Fair play to you for sticking you head above the parapet and having the courage to make such a bold prediction and sticking with it. At least you would have gone to bed last night with a big smile on your face.


----------



## richart (Jul 18, 2014)

Liverpoolphil said:



			Pouring with rain in the morning there with it getting calmer from about 12ish
		
Click to expand...

 and you believe a British weather forecast Phil.


----------



## Liverpoolphil (Jul 18, 2014)

richart said:



			and you believe a British weather forecast Phil.

Click to expand...


Hope so because it's saying I will be able to get a round in from from 9 until 2 tomorrow


----------



## Dodger (Jul 18, 2014)

2 tee start tomorrow so no chance of Tiger doing that,in fact no chance of him doing it full stop.


----------



## richart (Jul 18, 2014)

Dodger said:



			2 tee start tomorrow so no chance of Tiger doing that,in fact no chance of him doing it full stop.
		
Click to expand...

 Why the two tee start ? Too many qualify or bad weather forecast.


----------



## Dodger (Jul 18, 2014)

richart said:



			Why the two tee start ? Too many qualify or bad weather forecast.
		
Click to expand...



Bad weather.


----------



## Liverpoolphil (Jul 18, 2014)

richart said:



			Why the two tee start ? Too many qualify or bad weather forecast.
		
Click to expand...

Thuderstorm risk in the afternoon


----------



## RobertB (Jul 18, 2014)

Tiger's problem in late 30s he's outgunned by those 15 years younger and from being one of longest of tee he's not now but he still gives driver an almighty lash. Needs to play with himself . He's not going to hit 396 yd drives, so he needs to be on the short stuff and let his strong irons/short game get him his score. He's been in this position for some time, and Heaney's major work with tiger was to get him to minimise risk of the miss.


----------



## Green Bay Hacker (Jul 18, 2014)

RobertB said:



			Tiger's problem in late 30s he's outgunned by those 15 years younger and from being one of longest of tee he's not now but he still gives driver an almighty lash. *Needs to play with himself* . He's not going to hit 396 yd drives, so he needs to be on the short stuff and let his strong irons/short game get him his score. He's been in this position for some time, and Heaney's major work with tiger was to get him to minimise risk of the miss.
		
Click to expand...

Haha. I don't think he's got any problem in that department.


----------



## HomerJSimpson (Jul 18, 2014)

If Woods wins this 2014 Open I'll play H4H starkers. His driver was terrible and he looked so different to yesterday


----------



## JCW (Jul 18, 2014)

HomerJSimpson said:



			If Woods wins this 2014 Open I'll play H4H starkers. His driver was terrible and he looked so different to yesterday
		
Click to expand...

He better not win then as H4H event will be a one man event .......................EYG


----------



## Foxholer (Jul 18, 2014)

HomerJSimpson said:



			If Woods wins this 2014 Open I'll play H4H starkers. His driver was terrible and he looked so different to yesterday
		
Click to expand...

Very scary thought!!!

I think you (and all other H4H participants) are safe though!


----------



## Deleted Member 1156 (Jul 18, 2014)

I watched Woods give his driver an almighty lash on the 17th today and carve it OOB. Sometimes I really don't understand what goes on in his head, I'm an amateur golfer and I have better course management than he does


----------



## HawkeyeMS (Jul 19, 2014)

drive4show said:



			I watched Woods give his driver an almighty lash on the 17th today and carve it OOB. Sometimes I really don't understand what goes on in his head, I'm an amateur golfer and I have better course management than he does  

Click to expand...

Hitting it off the first was an equally bizarre decision. It was almost like he was trying to get confidence with it or prove that he could.


----------



## Duckster (Jul 19, 2014)

So Woods is pretty much propping up the table of those who've made the cut, yet still goes out in the last group (granted off the 10th)??

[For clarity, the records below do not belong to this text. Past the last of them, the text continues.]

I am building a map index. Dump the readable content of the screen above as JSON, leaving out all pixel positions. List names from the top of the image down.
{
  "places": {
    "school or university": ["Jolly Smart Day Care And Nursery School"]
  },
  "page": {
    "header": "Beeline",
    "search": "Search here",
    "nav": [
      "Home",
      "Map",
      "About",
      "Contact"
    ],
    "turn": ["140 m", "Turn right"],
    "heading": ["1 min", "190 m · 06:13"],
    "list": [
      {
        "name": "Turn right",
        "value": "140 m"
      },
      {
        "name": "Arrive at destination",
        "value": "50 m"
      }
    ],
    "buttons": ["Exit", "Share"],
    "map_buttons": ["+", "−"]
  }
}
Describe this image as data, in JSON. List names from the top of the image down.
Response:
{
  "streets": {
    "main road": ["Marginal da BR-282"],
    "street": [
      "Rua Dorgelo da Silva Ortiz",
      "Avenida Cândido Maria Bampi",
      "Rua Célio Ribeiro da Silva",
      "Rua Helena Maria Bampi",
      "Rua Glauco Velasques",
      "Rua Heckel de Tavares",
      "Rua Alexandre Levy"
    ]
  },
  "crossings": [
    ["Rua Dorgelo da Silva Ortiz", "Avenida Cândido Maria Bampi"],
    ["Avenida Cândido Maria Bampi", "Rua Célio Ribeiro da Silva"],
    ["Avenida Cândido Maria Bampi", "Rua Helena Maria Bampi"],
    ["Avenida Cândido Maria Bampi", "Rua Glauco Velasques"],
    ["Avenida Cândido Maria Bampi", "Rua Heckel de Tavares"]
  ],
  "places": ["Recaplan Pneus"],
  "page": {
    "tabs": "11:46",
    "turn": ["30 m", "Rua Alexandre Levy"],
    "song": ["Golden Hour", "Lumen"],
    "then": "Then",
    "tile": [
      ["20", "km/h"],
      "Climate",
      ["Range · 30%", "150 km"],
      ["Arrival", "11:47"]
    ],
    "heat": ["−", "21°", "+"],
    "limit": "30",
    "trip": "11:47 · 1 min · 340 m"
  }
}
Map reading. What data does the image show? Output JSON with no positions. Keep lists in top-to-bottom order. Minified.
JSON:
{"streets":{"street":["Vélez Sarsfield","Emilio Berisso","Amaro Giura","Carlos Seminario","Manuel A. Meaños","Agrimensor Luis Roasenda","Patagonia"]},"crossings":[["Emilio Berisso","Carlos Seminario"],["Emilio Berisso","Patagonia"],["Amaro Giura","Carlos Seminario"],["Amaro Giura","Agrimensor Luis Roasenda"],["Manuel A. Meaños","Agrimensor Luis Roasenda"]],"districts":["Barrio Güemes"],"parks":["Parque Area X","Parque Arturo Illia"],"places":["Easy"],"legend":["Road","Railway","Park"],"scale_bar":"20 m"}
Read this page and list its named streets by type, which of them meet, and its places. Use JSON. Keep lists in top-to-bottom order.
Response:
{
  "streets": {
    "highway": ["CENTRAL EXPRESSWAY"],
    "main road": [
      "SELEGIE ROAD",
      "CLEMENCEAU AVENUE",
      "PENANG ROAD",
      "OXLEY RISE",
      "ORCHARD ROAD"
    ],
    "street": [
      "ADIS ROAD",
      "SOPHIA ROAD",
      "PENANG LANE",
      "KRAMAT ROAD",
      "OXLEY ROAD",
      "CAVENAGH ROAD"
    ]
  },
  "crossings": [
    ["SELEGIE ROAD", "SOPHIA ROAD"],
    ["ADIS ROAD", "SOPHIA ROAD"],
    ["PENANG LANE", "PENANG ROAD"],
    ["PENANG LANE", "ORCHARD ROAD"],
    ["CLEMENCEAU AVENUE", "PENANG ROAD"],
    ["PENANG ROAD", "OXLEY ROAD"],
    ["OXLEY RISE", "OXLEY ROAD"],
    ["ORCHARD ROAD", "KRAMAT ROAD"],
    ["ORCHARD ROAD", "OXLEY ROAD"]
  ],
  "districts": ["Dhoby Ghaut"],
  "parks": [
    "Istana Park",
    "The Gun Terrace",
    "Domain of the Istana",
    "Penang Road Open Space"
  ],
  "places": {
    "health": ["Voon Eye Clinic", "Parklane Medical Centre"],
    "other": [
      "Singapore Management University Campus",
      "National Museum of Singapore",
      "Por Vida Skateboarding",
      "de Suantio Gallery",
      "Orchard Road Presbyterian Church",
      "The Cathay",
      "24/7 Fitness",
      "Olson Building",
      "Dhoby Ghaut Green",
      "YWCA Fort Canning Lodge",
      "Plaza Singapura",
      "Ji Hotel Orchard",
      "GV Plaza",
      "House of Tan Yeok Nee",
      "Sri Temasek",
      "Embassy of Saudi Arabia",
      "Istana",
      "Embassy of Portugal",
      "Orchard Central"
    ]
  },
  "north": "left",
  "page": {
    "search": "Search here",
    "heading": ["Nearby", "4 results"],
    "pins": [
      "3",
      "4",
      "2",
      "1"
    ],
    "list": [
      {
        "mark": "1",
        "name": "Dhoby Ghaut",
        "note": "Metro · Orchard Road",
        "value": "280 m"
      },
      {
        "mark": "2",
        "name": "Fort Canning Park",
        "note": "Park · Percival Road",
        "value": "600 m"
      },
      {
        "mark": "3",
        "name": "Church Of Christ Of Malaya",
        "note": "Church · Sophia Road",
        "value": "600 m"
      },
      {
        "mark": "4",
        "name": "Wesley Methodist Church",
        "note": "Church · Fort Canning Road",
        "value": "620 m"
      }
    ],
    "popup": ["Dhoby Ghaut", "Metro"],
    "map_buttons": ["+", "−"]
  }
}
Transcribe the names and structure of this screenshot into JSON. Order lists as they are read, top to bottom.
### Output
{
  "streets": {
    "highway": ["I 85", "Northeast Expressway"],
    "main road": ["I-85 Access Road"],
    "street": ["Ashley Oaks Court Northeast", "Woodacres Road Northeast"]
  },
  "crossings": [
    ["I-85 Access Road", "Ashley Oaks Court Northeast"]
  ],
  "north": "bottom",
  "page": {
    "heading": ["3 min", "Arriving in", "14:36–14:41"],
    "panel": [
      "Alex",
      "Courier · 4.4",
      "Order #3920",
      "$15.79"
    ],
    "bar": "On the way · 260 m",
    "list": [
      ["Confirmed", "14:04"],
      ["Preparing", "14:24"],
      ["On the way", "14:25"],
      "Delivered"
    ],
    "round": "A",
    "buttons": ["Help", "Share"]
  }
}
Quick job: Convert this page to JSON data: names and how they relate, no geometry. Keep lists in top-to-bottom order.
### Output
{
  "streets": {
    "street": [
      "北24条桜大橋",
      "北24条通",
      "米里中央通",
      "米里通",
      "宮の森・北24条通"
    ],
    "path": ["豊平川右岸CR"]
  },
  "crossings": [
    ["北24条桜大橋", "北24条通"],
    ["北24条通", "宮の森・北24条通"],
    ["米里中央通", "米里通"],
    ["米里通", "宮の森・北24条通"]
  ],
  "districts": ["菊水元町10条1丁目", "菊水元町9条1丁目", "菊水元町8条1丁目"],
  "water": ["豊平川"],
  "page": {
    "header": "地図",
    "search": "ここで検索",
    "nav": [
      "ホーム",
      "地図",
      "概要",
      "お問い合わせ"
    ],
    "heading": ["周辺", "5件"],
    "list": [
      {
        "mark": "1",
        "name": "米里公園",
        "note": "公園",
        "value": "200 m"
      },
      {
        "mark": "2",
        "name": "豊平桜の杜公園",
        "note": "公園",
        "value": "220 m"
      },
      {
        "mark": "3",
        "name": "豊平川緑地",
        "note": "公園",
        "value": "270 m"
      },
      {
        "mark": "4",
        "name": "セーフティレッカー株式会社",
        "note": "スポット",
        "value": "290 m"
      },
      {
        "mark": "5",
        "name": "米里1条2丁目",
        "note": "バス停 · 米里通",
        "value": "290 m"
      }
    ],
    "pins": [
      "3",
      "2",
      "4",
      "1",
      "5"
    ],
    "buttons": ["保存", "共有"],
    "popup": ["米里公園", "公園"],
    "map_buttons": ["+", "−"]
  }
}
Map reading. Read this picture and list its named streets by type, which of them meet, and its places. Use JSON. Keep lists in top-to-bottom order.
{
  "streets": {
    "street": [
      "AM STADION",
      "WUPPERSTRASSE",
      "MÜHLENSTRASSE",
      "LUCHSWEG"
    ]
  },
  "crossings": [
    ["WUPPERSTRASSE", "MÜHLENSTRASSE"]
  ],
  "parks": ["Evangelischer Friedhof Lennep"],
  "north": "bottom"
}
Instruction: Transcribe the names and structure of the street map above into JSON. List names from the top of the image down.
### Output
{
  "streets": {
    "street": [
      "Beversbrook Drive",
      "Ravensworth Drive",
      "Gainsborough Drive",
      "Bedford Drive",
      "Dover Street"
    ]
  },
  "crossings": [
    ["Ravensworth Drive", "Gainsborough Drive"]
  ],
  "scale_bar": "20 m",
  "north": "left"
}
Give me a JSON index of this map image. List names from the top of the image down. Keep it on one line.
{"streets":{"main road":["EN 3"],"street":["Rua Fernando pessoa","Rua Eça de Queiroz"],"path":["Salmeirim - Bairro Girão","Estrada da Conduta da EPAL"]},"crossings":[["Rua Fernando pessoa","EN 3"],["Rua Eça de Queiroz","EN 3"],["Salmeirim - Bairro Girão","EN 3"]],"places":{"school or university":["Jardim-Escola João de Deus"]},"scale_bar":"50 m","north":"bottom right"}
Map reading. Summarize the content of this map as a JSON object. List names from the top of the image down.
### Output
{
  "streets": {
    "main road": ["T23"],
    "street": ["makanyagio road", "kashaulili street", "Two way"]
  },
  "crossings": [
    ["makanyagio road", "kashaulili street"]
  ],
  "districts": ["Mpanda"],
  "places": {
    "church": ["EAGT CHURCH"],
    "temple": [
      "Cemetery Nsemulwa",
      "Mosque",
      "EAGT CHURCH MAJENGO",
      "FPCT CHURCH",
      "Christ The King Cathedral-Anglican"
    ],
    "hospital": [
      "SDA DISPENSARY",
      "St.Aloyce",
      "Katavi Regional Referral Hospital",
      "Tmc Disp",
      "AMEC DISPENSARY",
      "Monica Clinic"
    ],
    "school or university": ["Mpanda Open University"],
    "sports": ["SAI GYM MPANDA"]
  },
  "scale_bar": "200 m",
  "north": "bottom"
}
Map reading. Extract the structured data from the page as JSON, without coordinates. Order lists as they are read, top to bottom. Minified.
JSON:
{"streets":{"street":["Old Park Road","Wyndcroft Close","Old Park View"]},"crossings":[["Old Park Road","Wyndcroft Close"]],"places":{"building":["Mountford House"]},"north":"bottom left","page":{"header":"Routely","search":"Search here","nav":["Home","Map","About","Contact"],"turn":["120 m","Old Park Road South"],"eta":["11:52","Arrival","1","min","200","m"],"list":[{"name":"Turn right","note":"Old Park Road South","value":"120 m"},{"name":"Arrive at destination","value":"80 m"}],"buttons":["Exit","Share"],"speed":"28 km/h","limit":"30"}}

Is this a bit of favoritism from the R&A?


----------



## Imurg (Jul 19, 2014)

Can see why they've done it but unless Tigger gets into red figures he should be shown as much as Matt Every or anyone else down at that end of the field - ain't gonna happen though.....


----------



## jp5 (Jul 19, 2014)

Imurg said:



			Can see why they've done it but unless Tigger gets into red figures he should be shown as much as Matt Every or anyone else down at that end of the field - ain't gonna happen though.....
		
Click to expand...

Not necessarily, Tiger woods is the most successful golfer of the generation whereas Matt Every ain't.


----------



## Ethan (Jul 19, 2014)

Even the BBC is going to show a lot of Tiger but at least it won't be as bad as US TV where they would show lingering shots of him standing picking his nose when they could be showing someone in contention actually playing golf. I don't imagine we will miss much Rory coverage because of Tiger.


----------



## FairwayDodger (Jul 19, 2014)

Ethan said:



			Even the BBC is going to show a lot of Tiger but at least it won't be as bad as US TV where they would show lingering shots of him standing picking his nose when they could be showing someone in contention actually playing golf. I don't imagine we will miss much Rory coverage because of Tiger.
		
Click to expand...

Agreed, but we'll miss plenty from guys a few shots off the lead who might be playing themselves into contention....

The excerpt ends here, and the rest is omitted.